Leistungen zur medizinischen Rehabilitation zählen zu dem Leistungskatalog der Kranken- und Rentenversicherung. Hier regelt dann § 40 Abs. 4 SGB V die vorrangige Zuständigkeit der Rentenversicherung, falls gegenüber dem Rentenversicherungsträger unter Beachtung der §§ 9 bis 12 SGB VI ein Leistungsanspruch besteht. Hat also ein Versicherter, der eine stationäre Leistung zur medizinischen Rehabilitation (z. B. § 40 SGB V, § 15 SGB VI) benötigt, die in § 11 SGB VI geforderte zeitliche Anspruchsvoraussetzung (Wartezeit) nicht erfüllt oder kann durch die Rehabilitationsleistung die Erwerbsfähigkeit des Versicherten i. S. d. § 10 SGB VI nicht wieder erreicht werden, fällt die Zuständigkeit des Rentenversicherungsträgers weg; zuständig ist dann die Krankenkasse.
2 Rechtspraxis
2.1 Grundsätze
Rz. 3
Das SGB IX stellt für Menschen mit Behinderung oder drohender Behinderung eine Reihe von Leistungen zur Verfügung, die diese zur Verbesserung der Teilhabe im Bedarfsfall erhalten können. § 5 unterteilt die Teilhabeleistungen des 1. und 2. Kapitels des SGB IX in 5 Leistungsgruppen.
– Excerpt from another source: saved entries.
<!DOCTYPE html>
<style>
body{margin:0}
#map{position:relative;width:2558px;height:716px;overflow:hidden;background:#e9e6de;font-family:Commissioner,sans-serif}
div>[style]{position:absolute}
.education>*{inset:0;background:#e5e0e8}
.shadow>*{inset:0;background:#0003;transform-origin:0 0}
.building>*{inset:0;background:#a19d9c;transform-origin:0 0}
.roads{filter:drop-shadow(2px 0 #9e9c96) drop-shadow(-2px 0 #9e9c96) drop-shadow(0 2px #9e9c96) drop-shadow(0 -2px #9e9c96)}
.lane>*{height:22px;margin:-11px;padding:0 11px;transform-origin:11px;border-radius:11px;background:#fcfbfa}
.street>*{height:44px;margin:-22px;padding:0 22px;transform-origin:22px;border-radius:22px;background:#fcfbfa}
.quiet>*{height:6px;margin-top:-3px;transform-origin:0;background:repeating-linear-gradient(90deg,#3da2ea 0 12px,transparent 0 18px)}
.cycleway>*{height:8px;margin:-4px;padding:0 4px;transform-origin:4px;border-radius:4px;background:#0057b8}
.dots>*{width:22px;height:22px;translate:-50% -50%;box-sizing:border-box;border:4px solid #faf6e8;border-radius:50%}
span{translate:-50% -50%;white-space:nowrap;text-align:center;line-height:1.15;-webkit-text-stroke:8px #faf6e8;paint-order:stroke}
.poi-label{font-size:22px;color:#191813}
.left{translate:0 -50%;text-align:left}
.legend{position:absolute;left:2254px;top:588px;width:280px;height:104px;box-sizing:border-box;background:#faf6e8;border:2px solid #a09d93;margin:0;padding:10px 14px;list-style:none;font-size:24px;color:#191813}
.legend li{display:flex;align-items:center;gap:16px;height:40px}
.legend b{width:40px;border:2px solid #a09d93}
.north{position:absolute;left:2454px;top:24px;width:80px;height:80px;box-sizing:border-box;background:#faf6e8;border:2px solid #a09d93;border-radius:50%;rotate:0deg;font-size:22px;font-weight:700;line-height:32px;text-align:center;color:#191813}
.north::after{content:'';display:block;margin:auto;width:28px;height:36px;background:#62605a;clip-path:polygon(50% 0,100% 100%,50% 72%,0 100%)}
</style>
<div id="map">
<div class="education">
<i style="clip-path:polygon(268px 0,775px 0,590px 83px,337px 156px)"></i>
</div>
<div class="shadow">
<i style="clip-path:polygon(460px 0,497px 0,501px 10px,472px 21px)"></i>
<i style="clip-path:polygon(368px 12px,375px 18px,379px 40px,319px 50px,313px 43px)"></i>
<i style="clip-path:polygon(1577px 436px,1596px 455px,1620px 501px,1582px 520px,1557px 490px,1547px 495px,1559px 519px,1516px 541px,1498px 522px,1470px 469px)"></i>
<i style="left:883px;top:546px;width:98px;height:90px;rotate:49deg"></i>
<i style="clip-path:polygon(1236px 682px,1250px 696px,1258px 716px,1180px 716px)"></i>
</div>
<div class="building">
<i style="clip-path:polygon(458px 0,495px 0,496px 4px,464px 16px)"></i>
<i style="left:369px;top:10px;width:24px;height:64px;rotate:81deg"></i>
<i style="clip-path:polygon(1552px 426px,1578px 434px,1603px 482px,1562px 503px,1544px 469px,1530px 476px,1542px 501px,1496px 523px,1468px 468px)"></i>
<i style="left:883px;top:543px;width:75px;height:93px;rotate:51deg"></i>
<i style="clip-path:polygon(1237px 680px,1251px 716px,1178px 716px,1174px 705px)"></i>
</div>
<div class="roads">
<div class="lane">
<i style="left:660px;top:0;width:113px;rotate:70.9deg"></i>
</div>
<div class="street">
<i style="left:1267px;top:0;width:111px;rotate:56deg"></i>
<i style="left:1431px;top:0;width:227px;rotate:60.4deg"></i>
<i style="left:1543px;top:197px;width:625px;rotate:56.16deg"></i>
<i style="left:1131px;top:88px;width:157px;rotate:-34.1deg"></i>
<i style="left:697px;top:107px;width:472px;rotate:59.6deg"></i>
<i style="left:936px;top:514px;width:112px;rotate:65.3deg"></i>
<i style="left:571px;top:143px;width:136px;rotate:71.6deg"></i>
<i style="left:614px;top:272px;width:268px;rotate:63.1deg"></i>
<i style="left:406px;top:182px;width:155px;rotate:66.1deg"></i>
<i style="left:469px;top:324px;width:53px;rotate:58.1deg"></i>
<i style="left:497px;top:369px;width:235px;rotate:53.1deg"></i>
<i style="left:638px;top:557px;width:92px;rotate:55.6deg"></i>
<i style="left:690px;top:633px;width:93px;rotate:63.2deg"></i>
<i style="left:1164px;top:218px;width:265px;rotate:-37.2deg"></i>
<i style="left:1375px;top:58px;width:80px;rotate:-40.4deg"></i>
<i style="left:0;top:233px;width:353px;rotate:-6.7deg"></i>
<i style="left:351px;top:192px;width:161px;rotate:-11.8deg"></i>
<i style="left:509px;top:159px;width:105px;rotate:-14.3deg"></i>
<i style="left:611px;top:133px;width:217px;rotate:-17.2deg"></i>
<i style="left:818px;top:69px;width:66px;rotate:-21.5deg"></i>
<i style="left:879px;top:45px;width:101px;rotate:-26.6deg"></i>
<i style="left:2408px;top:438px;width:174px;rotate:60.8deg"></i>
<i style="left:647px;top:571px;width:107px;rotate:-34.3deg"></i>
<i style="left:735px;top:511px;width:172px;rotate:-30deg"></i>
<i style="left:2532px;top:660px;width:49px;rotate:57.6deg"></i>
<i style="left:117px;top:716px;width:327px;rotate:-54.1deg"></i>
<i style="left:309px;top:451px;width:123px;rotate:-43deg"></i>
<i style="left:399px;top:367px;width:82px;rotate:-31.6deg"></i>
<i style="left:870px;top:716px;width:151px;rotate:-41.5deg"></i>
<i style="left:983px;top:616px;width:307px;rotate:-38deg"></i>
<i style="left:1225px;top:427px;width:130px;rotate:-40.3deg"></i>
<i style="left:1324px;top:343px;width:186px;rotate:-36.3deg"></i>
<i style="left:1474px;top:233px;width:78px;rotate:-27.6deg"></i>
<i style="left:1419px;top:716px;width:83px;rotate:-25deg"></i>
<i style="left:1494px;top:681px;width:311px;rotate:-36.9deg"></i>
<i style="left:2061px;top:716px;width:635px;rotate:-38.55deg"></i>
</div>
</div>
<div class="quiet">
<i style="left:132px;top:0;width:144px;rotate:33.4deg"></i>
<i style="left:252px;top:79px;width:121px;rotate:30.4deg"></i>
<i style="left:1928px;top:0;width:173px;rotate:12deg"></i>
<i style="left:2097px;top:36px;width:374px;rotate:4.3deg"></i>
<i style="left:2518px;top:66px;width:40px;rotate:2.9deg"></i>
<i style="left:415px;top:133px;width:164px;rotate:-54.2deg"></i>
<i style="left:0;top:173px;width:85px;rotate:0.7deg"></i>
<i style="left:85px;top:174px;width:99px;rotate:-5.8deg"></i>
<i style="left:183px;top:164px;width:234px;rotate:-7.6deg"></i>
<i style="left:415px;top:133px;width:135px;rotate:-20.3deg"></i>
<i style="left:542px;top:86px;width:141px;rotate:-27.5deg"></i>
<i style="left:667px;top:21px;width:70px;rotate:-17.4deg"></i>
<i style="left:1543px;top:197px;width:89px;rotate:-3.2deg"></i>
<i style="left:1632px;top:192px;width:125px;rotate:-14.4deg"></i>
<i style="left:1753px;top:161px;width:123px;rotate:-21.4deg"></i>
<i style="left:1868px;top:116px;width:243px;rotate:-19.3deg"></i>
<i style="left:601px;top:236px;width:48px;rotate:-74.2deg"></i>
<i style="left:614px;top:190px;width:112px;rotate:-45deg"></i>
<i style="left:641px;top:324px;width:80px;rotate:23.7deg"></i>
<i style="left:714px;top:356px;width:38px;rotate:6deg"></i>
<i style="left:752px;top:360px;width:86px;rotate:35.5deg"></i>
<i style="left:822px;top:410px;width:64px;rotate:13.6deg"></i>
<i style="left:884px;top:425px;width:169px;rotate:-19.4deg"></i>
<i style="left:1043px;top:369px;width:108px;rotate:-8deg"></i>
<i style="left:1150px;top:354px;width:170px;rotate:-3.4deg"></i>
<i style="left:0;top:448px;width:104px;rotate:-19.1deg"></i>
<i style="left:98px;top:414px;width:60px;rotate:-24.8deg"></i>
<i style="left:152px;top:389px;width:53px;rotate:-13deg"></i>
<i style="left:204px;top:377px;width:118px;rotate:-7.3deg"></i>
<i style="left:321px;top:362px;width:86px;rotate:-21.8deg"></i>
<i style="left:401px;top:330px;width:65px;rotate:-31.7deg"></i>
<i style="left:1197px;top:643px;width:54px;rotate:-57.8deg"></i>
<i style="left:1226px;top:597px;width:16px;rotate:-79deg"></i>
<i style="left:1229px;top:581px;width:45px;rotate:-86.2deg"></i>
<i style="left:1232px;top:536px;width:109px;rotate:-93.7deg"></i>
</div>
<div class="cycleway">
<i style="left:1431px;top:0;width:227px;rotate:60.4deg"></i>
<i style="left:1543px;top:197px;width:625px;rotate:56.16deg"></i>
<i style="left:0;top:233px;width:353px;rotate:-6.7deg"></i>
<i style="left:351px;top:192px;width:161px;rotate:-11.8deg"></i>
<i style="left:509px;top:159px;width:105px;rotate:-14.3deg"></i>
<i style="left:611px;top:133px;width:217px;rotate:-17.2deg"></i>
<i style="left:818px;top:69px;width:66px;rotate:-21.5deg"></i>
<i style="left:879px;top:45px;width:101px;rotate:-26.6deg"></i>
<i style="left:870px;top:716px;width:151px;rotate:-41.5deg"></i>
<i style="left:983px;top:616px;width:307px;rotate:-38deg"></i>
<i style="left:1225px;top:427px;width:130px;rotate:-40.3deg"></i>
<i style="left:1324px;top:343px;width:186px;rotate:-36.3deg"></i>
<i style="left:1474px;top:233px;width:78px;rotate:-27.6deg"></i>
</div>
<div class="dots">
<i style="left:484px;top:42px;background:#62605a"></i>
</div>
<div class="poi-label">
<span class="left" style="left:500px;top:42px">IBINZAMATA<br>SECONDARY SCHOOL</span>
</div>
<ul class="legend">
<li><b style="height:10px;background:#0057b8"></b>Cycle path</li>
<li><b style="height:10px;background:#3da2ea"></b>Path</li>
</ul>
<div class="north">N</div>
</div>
Davon sind 4 Hauptleistungsgruppen, die i. V. m. § 6 auch die grundsätzlichen Zuständigkeiten zwischen den einzelnen Rehabilitationsträgern regeln:
Leistungsgruppen und Zuständigkeiten
Die Leistungsgruppe "unterhaltssichernde und andere ergänzende Leistungen" stellt eine Besonderheit dar. Sie weist im Wesentlichen darauf hin, dass der Rehabilitand im Zusammenhang mit medizinischen Rehabilitationsleistungen oder mit Leistungen zur Teilhabe am Arbeitsleben unterhaltssichernde Leistungen (Krankengeld, Übergangsgeld etc.) und ergänzende Leistungen (Reisekosten, Haushaltshilfe, Rehabilitationssport, Funktionstraining etc.) beanspruchen kann.
Rz. 4
Jede Leistung, die im Bedarfsfall benötigt wird, kann einer Leistungsgruppe zugeordnet werden. Die Zuordnung einer Leistung erfolgt in hintereinander folgenden Schritten:
Geht bei einem Rehabilitationsträger oder einem sonstigen Sozialleistungsträger (§ 12 SGB I) ein Antrag auf Leistungen ein, ist – losgelöst von den §§ 14, 15 – zunächst zu prüfen, ob die beantragte Leistung den Leistungen zur medizinischen Rehabilitation (§ 5 Nr. 1) zugeordnet werden kann. Ist dies nicht der Fall, ist zu erkunden, ob die beantragte Leistung den Leistungen zur Teilhabe am Arbeitsleben (§ 5 Nr. 2) zuzuschreiben ist. Ist auch dies nicht möglich, hat der Träger eine Zuordnung zu den Leistungen zur Teilhabe an Bildung (§ 5 Nr. 4) zu prüfen. Bei fehlender Zuordnung ist anschließend zu prüfen, ob die benötigte Leistung den Leistungen zur sozialen Teilhabe (§ 5 Nr. 5) zugeschrieben werden kann.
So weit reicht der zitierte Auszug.